2 For examples of covert polemics and ways for reconstructing the ancient traditions against which the biblical stories polemicized, see A. Shinan and Y. Zakovitch, From Gods to God: How the Bible Debunked, Suppressed, or Changed Ancient Myths & Legends (Lincoln, NE: Jewish Publication Society 2012).
3 See M. Buber, The Way of the Bible [Hebrew] (Jerusalem: Bialik, 1964), 291.
4 See R. Alter, The Art of Biblical Narrative (New York: Basic Books, 1981), 42-45.
5 Hosea may also preserve the more ancient tradition of the twins’ birth, according to which Jacob cheats Esau already inside their mother’s womb, and emerges first (similar to the story about Perez and Zerah in Genesis 38:27-30). See Shinan and Zakovitch, From Gods to God, pp. 149–156. Hosea 12 preserves a number of ancient traditions about the patriarch Jacob.
6 N. Leibowitz, Studies in the Book of Genesis [Hebrew] (Jerusalem: World Zionist Organization, 1967), 186, insisted that in these verses the prophet recalls the story of Jacob and Esau and reveals a disapproving attitude towards Jacob. See also Buber, Way of the Bible, and J. P. Fokkelman, Narrative Art in Genesis (Assen/Amsterdam: Van Gorcum, 1975), 291.
7 See W. Bacher, “ישרון,” ZAW 5 (1885), 161–63.

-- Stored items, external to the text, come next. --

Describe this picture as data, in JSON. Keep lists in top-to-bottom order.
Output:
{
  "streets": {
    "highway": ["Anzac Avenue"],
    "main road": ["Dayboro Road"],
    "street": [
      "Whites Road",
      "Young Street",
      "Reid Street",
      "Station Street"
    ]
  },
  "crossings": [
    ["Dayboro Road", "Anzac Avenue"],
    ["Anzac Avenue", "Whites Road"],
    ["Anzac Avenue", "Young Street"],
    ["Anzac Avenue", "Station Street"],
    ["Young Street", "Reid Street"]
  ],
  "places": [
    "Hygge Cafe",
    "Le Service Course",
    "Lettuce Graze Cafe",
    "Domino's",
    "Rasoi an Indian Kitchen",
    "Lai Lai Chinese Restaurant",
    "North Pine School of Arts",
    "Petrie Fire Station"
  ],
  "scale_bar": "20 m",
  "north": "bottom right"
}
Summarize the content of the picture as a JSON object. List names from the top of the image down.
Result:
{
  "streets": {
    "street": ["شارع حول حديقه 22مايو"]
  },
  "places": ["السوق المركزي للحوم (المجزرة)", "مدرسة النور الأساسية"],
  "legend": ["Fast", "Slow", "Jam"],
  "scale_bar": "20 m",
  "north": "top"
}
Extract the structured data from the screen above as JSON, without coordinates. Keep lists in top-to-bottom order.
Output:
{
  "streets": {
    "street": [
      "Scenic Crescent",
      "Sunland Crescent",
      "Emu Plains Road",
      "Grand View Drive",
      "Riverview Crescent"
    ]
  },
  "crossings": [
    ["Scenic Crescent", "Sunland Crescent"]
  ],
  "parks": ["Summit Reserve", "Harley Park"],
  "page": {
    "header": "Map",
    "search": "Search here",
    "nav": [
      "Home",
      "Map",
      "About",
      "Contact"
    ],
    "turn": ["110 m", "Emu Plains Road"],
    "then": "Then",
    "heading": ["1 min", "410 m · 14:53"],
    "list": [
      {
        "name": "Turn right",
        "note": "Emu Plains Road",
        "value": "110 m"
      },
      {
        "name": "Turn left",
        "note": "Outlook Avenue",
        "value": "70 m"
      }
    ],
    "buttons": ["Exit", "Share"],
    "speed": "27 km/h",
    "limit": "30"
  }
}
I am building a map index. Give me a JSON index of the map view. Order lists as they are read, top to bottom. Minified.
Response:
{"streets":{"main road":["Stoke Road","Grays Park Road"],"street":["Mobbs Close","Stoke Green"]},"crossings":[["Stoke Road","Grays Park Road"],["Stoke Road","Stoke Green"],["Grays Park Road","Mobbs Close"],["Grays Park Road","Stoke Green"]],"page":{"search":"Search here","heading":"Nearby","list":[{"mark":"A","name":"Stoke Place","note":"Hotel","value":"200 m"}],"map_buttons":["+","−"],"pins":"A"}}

8 Also Buber (Way of the Bible, 292) argues that the change of the name Jacob to Israel was meant to cancel the shame inherent in the former.
Comments (1)
The transition from 'Jacob' to 'Israel' seems to be from frying pan to fire, since 'Israel' is interpreted in the Penuel episode as 'one who struggles with God'. It's one thing to be at variance with one's brother, another to be at variance with God himself. Perhaps the name 'Israel' was originally derogatory and after much poetic and theological interpretation was applied to a person and to a nation whose destiny it was to struggle with God, to be condemned and forgiven often. We are assured that God acts in the end for everyone's good but also that those who act for God are not necessarily good people. The brighter side of this theology is that everyone's good counts. The donation to Jacob in Genesis 28 is not of a Land of Israel (not mentioned) but of expansion (beginning from Bethel) and benevolent domination over the whole world, where everyone will utter blessings. There are many darker and more terrifying strands to these ideas, particularly when we consider the wider role of deception on the part of Abraham and his family in dealing with outsiders, particularly with the innocent Philistines. Jacob brings deception into the family itself and this creates tangles that have to be resolved. But the poet of Genesis presses us to ask whether devotion to God is compatible with ordinary morality and truthfulness.